Imagine only passengers. Imagine only second-pass review.
When I turned sixteen, the opportunity to drive a car without an adult around seemed like the ultimate expression of freedom. Many years and lots of traffic later, I dream of the day when the car will drive itself — a day that some may say is right around the corner.
Autonomous cars are the first practical frontier of robotic automation, but at what point is a car truly autonomous and not merely automatic? To help frame this question, the Society of Automotive Engineers (SAE International) has established an international standard known as J3016, which uses a 6-level scale to describe self-driving cars:
- No Driving Automation
- Driver Assistance: Gauges and alert features (lane departure warnings, radar) provide feedback, but the driver is required to make the decisions.
- Partial Driving Automation: The car can make some decisions, such as veering back into the lane if there is a lane departure, but the primary driving is still done by the driver.
- Conditional Driving Automation: The car and the driver work as a team; the car can take the lead in certain driving situations, but the driver is still in the lead.

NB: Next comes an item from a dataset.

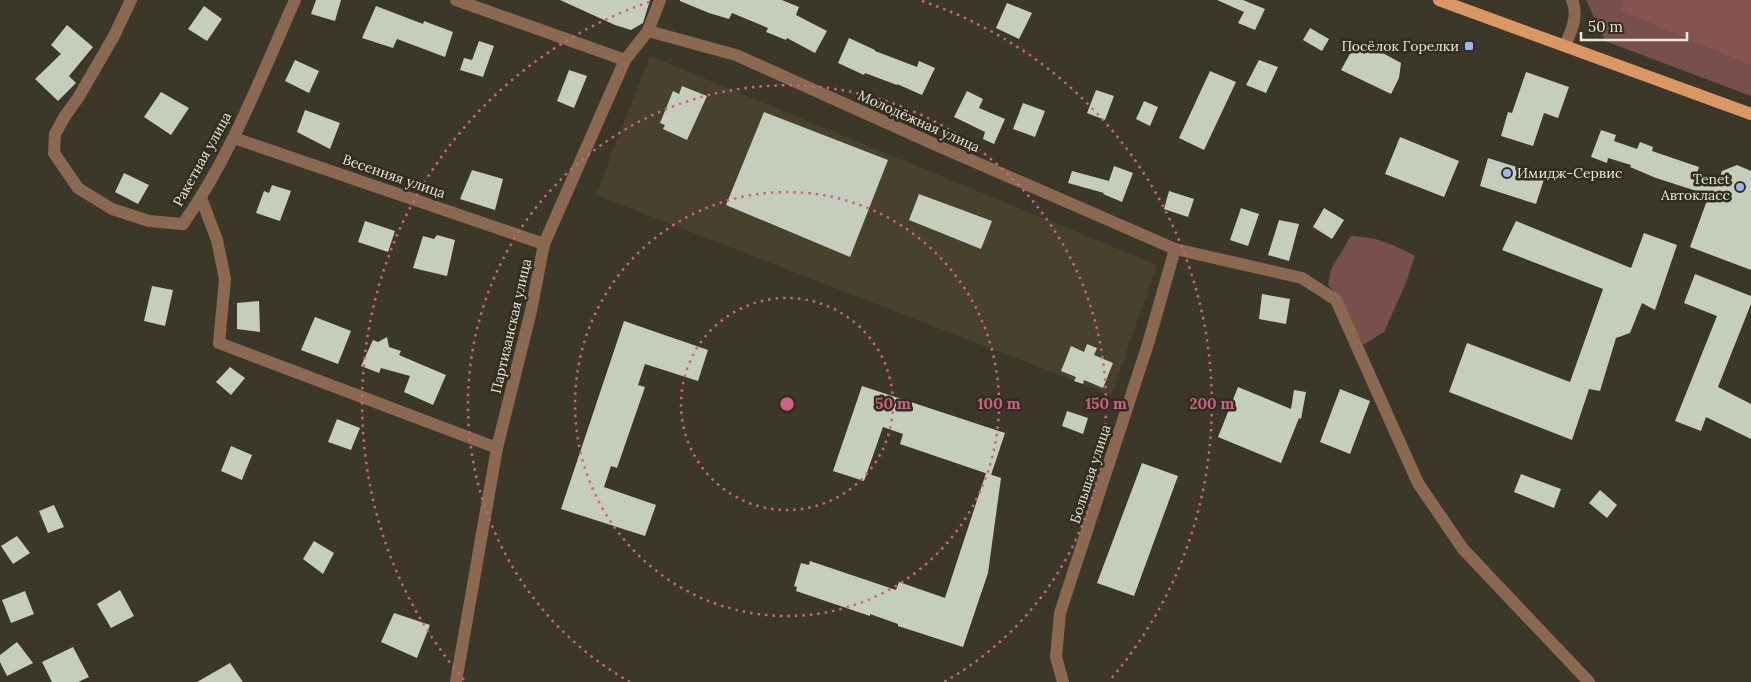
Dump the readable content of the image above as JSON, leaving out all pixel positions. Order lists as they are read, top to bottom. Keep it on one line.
{"streets":{"street":["Молодёжная улица","Ракетная улица","Весенняя улица","Партизанская улица","Большая улица"]},"crossings":[["Молодёжная улица","Партизанская улица"],["Молодёжная улица","Большая улица"],["Ракетная улица","Весенняя улица"],["Весенняя улица","Партизанская улица"]],"places":{"transit":["Посёлок Горелки"],"other":["Имидж-Сервис","Tenet Автокласс"]},"scale_bar":"50 m","rings":["50 m","100 m","150 m","200 m"]}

- High Driving Automation: The car can drive autonomously most of the time, but there is still a driver’s seat and a driver cockpit that can assume control.
- Full Driving Automation: The car is fully in control; the driver tools are fully removed.
What’s great about this taxonomy is that it provides a measure and a goal. It is not only a scale, but a roadmap for how to reach the higher levels of that scale. What if we applied the same kind of taxonomy to eDiscovery? What would that look like? Where are we at? And when will we get to stage 6, full automation?
Today I’ll take a stab at the first question: what if we applied a taxonomy like this to eDiscovery? To set a baseline, let’s assume that we are starting with digital content and extracted text rather than paper, and that the goal is an entirely automated review process: an artificial intelligence you can simply ask to review 5 terabytes of data and voilà , the productions appear in your inbox. Since we’re asking this AI to ultimately do this review by itself, let’s name our automatic reviewer Per-se.
Here are my 6 Levels of Review Automation, starring our new robot friend, Per-se:
- No Automation: ESI is simply organized with saved searches. You can store as much as you like, and if you provide input you can retrieve content and store your choices and comments.
- Reviewer Assistance: With processes like Technology Assisted Review, Clustering, Document Visualization, Latent Semantic Indexes, Complex Searching, and Integration, Per-se helps the reviewer make better decisions by providing more understandable metadata. Content is grouped, categorized, and color-coded by Per-se, but the reviewer is still the one making decisions.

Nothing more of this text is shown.